-- Task to carry out --
Identify each line in the records below that contains the word "column", and copy it.

-- Data --
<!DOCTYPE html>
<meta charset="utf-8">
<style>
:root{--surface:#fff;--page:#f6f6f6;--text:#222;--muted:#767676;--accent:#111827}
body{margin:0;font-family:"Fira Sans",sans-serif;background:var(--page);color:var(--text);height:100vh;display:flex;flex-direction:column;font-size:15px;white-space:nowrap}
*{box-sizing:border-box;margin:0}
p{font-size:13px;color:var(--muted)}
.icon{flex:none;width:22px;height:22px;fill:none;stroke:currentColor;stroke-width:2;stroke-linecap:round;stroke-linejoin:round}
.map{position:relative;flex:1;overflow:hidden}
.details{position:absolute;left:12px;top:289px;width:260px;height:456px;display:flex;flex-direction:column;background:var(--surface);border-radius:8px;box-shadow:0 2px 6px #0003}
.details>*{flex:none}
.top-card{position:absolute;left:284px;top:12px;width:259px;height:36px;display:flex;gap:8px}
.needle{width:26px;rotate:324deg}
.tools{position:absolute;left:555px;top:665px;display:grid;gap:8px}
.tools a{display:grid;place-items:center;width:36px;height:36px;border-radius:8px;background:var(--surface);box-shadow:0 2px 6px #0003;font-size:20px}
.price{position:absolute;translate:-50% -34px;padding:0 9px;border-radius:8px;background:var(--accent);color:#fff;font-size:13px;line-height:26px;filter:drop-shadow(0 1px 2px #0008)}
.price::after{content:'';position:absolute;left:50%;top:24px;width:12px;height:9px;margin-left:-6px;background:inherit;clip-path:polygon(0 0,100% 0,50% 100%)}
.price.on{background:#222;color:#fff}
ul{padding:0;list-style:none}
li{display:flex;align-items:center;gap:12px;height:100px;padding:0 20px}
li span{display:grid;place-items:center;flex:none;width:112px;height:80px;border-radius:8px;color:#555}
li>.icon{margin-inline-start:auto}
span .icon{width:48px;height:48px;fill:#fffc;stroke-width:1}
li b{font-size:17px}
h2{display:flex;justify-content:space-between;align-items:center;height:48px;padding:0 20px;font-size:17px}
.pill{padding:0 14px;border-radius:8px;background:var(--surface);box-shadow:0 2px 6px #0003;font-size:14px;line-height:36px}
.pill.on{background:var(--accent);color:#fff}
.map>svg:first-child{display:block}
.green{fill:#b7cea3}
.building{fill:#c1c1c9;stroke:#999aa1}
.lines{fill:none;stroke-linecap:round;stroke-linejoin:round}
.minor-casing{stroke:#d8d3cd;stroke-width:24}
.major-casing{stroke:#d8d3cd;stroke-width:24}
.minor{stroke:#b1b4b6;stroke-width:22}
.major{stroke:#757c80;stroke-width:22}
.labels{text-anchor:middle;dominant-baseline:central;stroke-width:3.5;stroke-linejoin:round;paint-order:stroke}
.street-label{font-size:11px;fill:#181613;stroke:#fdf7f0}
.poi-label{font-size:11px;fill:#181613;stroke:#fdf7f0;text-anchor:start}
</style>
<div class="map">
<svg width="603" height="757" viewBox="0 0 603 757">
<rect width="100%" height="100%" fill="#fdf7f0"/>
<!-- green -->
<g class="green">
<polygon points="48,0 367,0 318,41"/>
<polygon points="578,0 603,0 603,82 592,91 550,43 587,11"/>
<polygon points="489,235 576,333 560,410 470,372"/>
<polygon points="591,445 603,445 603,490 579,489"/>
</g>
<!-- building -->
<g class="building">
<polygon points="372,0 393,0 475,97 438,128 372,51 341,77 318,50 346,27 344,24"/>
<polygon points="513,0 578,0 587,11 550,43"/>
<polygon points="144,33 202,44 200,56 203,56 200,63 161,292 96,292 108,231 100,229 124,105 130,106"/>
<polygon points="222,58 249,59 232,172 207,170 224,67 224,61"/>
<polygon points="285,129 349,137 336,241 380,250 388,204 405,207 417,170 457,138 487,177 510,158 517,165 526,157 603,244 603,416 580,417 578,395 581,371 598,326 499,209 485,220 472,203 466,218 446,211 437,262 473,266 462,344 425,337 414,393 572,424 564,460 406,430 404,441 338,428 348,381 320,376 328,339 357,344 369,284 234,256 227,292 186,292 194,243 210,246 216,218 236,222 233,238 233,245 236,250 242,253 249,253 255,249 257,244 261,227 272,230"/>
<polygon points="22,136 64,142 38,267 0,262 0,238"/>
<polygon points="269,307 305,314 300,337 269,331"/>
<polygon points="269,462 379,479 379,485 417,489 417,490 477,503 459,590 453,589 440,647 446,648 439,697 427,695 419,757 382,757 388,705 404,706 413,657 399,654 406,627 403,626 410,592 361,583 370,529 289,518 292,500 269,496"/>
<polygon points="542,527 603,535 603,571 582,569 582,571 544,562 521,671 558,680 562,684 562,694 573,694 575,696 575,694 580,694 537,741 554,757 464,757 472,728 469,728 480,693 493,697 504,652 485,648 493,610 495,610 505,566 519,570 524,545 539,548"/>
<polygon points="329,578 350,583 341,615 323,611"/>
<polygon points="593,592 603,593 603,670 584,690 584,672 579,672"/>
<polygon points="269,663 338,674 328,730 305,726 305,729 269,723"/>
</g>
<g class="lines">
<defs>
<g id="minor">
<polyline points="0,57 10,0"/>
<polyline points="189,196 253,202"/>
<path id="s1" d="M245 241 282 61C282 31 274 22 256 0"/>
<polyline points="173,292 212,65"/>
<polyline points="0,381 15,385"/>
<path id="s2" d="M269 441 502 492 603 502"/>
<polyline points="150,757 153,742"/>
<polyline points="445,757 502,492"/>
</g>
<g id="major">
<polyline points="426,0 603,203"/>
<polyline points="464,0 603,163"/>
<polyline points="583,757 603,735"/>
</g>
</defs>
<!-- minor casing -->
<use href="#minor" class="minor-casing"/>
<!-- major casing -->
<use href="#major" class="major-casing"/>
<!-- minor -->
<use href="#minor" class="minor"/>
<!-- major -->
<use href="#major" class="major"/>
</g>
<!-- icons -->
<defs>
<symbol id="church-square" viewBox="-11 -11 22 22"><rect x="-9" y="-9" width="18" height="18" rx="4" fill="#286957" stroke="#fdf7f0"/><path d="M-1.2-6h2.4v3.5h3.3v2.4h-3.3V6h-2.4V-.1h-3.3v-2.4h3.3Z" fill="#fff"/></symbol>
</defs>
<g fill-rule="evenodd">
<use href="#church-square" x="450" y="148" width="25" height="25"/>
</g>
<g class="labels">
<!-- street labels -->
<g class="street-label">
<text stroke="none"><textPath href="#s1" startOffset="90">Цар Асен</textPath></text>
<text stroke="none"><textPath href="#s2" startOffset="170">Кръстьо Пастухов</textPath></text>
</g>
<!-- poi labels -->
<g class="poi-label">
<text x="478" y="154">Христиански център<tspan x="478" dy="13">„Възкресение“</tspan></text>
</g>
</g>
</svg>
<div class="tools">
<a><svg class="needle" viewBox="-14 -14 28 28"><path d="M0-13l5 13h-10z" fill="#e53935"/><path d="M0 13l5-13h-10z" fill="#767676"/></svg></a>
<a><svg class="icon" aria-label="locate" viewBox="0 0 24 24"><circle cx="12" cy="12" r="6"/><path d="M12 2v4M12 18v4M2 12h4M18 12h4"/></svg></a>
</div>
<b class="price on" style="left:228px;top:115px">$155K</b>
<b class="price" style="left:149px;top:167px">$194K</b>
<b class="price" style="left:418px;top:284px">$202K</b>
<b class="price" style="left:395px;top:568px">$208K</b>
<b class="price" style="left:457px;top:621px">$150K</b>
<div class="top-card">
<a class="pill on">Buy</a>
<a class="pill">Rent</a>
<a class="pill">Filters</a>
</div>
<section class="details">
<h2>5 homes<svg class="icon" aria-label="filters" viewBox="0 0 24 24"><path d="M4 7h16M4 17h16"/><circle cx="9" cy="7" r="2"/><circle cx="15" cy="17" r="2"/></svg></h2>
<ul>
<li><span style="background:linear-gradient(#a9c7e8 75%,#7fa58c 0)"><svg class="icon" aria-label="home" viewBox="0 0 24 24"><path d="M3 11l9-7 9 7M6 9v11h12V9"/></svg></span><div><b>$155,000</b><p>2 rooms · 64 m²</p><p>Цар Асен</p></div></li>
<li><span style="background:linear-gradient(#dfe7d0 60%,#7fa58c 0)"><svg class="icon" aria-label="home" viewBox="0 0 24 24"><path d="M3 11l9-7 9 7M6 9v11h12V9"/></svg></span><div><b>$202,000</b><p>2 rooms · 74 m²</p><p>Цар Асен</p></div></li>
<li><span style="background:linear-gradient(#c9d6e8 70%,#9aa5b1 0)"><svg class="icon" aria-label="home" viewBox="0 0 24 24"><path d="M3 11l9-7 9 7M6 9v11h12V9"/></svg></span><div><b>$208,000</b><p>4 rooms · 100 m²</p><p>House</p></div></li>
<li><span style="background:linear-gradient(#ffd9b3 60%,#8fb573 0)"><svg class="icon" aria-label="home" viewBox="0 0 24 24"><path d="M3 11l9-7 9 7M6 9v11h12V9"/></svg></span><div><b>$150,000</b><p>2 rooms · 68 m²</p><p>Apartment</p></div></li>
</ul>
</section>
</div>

-- Solved problem --
body{margin:0;font-family:"Fira Sans",sans-serif;background:var(--page);color:var(--text);height:100vh;display:flex;flex-direction:column;font-size:15px;white-space:nowrap}
.details{position:absolute;left:12px;top:289px;width:260px;height:456px;display:flex;flex-direction:column;background:var(--surface);border-radius:8px;box-shadow:0 2px 6px #0003}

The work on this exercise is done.